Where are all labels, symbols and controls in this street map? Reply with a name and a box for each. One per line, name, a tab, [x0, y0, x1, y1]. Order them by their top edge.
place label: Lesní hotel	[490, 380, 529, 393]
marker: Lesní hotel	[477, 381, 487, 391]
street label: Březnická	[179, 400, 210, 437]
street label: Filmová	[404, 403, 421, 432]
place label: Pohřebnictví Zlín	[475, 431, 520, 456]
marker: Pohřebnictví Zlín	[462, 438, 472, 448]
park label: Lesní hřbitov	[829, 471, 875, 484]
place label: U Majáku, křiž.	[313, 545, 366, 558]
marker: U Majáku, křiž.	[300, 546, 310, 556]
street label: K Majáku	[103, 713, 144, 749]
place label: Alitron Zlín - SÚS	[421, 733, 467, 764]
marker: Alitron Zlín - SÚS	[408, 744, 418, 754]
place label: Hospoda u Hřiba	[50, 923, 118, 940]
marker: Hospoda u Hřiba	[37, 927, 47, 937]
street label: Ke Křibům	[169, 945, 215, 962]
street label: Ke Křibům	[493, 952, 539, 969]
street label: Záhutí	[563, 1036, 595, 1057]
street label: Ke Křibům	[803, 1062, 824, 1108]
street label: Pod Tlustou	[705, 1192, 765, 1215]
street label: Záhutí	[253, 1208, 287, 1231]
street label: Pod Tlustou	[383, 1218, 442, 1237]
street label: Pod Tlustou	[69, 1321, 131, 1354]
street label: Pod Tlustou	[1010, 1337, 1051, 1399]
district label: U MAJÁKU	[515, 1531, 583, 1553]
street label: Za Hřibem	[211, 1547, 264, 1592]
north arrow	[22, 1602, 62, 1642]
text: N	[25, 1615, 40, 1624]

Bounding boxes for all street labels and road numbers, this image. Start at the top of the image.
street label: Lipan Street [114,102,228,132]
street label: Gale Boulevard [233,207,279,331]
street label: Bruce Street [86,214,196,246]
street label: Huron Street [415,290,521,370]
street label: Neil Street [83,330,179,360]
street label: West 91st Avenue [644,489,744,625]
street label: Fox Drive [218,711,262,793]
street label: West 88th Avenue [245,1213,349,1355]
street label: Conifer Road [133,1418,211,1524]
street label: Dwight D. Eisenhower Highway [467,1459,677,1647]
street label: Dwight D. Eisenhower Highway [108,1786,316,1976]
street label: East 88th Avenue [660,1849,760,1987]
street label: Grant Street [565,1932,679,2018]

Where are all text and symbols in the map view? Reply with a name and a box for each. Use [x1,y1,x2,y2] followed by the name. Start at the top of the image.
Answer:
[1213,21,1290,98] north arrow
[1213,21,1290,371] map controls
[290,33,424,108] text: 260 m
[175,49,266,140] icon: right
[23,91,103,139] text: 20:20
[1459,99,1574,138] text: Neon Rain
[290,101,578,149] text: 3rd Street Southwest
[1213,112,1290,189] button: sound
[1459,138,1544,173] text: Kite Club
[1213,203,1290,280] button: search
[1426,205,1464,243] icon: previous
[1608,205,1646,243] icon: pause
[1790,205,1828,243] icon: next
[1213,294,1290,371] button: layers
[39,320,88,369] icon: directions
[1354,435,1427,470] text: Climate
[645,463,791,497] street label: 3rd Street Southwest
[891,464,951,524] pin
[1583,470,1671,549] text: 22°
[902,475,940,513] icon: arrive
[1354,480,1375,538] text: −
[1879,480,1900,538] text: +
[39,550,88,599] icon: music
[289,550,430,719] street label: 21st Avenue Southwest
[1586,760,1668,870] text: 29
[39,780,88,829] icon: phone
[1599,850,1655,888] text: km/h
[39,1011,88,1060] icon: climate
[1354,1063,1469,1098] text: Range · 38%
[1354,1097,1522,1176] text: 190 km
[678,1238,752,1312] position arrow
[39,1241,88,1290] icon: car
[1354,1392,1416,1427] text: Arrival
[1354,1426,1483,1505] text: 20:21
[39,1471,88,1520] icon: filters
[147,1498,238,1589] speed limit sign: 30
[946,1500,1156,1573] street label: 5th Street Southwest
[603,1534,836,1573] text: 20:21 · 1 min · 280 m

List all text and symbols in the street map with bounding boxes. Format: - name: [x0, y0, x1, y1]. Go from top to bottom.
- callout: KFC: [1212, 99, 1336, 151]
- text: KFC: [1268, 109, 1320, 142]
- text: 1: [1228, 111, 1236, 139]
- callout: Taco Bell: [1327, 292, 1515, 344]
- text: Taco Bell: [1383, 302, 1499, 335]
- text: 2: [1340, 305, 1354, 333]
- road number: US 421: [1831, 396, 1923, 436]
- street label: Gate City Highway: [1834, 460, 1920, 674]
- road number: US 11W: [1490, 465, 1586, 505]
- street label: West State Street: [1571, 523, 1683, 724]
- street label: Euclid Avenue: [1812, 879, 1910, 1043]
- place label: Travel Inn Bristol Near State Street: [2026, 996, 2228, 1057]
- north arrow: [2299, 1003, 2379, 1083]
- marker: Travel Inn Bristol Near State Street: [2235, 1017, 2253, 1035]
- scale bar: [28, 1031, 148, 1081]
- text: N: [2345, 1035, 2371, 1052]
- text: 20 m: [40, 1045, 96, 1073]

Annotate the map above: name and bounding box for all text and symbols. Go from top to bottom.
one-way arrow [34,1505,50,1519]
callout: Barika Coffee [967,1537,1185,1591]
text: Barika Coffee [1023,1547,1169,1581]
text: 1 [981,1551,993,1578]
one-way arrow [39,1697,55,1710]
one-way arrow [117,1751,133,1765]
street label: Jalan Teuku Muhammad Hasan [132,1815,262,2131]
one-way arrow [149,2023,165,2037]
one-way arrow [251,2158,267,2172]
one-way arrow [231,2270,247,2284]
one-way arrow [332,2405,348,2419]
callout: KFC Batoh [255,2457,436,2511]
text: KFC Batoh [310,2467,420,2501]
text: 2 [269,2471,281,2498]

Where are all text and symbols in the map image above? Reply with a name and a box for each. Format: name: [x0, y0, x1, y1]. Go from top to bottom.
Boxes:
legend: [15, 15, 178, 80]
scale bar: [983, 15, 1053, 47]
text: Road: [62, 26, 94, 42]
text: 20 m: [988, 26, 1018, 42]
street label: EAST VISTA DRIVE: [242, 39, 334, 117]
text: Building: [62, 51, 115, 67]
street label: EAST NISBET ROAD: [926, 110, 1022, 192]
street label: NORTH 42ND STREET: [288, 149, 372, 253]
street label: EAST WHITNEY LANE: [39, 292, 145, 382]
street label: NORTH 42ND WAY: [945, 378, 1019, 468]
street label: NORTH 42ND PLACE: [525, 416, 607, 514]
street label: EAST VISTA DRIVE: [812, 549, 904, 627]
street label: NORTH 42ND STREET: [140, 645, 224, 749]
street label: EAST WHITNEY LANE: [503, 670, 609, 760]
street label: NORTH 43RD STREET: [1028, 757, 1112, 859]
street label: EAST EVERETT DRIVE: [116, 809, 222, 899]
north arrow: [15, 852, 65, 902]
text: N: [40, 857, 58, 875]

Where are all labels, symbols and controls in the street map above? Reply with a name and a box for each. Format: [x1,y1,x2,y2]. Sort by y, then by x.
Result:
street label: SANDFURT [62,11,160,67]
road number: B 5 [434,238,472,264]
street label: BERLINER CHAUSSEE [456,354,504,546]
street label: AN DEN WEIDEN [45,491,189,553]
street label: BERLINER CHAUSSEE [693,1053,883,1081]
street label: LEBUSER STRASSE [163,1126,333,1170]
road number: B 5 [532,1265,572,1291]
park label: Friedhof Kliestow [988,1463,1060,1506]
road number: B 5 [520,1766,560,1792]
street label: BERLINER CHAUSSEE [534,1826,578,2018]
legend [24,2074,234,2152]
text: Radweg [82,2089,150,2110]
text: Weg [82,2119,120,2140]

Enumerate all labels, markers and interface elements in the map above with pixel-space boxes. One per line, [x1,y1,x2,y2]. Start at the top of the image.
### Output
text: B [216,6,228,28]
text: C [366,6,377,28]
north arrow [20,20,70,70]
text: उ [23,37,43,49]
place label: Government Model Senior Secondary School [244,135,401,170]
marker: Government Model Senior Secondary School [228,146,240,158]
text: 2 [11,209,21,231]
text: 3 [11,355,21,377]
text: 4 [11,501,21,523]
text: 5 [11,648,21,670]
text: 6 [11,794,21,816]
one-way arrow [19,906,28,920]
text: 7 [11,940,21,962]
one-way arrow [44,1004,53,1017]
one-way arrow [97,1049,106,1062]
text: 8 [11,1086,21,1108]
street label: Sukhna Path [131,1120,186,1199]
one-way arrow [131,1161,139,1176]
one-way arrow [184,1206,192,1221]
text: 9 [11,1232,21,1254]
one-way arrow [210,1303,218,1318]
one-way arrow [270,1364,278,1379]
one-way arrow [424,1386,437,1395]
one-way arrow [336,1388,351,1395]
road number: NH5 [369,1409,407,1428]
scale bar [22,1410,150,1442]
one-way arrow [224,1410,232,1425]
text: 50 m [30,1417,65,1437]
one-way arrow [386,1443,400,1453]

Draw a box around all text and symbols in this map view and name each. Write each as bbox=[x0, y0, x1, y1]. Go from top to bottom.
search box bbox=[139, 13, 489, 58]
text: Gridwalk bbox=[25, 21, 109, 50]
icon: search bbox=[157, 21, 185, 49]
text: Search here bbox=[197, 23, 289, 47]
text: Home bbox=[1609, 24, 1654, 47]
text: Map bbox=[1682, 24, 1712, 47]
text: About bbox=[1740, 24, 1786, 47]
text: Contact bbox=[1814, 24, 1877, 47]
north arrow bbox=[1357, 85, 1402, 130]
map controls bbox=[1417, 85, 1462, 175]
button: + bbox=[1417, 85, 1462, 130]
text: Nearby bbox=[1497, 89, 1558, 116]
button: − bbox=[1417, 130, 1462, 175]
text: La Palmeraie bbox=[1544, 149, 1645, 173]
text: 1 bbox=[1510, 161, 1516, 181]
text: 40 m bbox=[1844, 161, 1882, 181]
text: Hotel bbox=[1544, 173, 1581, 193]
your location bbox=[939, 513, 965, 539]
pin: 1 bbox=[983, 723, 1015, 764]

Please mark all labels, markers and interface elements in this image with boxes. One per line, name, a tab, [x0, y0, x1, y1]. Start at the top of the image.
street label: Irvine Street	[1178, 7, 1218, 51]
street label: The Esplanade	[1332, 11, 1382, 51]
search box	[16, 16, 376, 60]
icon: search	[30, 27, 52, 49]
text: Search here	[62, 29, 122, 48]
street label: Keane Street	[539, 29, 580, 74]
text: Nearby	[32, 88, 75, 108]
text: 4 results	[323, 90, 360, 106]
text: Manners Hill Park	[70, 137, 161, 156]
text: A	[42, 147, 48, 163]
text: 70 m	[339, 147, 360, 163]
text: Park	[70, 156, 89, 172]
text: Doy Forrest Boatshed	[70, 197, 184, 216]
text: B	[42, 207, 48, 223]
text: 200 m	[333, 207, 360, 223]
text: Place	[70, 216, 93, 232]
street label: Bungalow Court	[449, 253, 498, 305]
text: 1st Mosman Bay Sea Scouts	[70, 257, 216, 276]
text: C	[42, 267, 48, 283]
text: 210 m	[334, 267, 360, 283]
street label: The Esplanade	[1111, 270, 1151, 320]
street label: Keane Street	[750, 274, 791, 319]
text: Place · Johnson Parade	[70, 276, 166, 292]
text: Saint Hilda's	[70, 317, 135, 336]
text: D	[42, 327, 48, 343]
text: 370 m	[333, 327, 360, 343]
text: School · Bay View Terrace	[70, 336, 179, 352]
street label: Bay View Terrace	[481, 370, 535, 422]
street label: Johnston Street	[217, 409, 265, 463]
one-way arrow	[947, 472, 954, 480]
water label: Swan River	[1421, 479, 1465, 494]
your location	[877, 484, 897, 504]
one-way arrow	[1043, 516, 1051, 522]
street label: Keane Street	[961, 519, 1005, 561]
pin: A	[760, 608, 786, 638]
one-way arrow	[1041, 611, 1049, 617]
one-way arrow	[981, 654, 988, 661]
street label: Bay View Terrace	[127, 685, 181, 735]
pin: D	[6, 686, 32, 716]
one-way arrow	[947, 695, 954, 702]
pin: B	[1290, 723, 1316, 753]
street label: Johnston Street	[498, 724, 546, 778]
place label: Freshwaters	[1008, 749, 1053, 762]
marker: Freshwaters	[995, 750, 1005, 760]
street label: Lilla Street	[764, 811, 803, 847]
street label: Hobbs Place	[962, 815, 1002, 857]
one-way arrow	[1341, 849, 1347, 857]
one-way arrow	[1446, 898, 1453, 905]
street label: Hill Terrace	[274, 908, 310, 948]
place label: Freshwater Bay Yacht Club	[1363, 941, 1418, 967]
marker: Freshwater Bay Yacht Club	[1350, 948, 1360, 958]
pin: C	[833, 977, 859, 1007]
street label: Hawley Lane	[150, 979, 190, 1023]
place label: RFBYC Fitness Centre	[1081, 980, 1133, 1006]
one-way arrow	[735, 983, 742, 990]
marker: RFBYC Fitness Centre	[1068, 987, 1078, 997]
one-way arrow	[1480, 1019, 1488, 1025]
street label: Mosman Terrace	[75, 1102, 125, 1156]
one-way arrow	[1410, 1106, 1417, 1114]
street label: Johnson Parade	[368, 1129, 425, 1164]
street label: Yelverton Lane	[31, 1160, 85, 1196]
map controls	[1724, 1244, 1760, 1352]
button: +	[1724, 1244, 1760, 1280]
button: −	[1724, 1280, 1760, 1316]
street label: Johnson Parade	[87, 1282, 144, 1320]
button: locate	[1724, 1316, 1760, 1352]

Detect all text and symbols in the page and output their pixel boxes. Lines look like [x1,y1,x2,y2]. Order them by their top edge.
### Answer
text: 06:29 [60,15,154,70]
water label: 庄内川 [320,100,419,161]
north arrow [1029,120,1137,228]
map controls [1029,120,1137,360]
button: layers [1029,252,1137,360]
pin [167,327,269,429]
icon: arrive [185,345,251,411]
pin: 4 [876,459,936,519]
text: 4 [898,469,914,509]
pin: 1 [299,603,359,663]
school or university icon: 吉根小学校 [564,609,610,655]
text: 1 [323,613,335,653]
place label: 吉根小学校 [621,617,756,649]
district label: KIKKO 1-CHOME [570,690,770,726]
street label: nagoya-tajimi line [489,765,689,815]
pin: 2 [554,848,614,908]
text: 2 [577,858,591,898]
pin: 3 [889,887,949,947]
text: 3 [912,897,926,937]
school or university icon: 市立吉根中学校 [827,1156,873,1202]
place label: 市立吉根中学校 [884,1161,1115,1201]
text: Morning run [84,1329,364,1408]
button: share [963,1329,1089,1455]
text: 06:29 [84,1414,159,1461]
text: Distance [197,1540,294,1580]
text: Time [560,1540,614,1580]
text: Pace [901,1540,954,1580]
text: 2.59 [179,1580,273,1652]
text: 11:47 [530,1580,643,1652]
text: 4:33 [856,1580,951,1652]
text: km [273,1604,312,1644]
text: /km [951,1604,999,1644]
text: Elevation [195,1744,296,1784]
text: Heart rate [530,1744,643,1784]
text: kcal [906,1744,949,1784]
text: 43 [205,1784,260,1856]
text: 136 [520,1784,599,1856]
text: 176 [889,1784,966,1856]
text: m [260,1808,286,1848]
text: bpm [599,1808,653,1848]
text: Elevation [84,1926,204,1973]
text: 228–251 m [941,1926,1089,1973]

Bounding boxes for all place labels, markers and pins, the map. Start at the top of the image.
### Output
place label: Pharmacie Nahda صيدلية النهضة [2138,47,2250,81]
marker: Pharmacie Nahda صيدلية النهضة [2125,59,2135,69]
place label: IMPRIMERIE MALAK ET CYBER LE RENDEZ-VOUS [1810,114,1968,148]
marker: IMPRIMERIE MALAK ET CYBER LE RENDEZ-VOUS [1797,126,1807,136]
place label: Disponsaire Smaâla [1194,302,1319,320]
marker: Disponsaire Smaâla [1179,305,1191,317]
● ● ●
**TASK:** From the entries above, list each line with "Southwest" in it.

**FINISHED EXERCISE:**
[290,101,578,149] text: 3rd Street Southwest
[645,463,791,497] street label: 3rd Street Southwest
[289,550,430,719] street label: 21st Avenue Southwest
[946,1500,1156,1573] street label: 5th Street Southwest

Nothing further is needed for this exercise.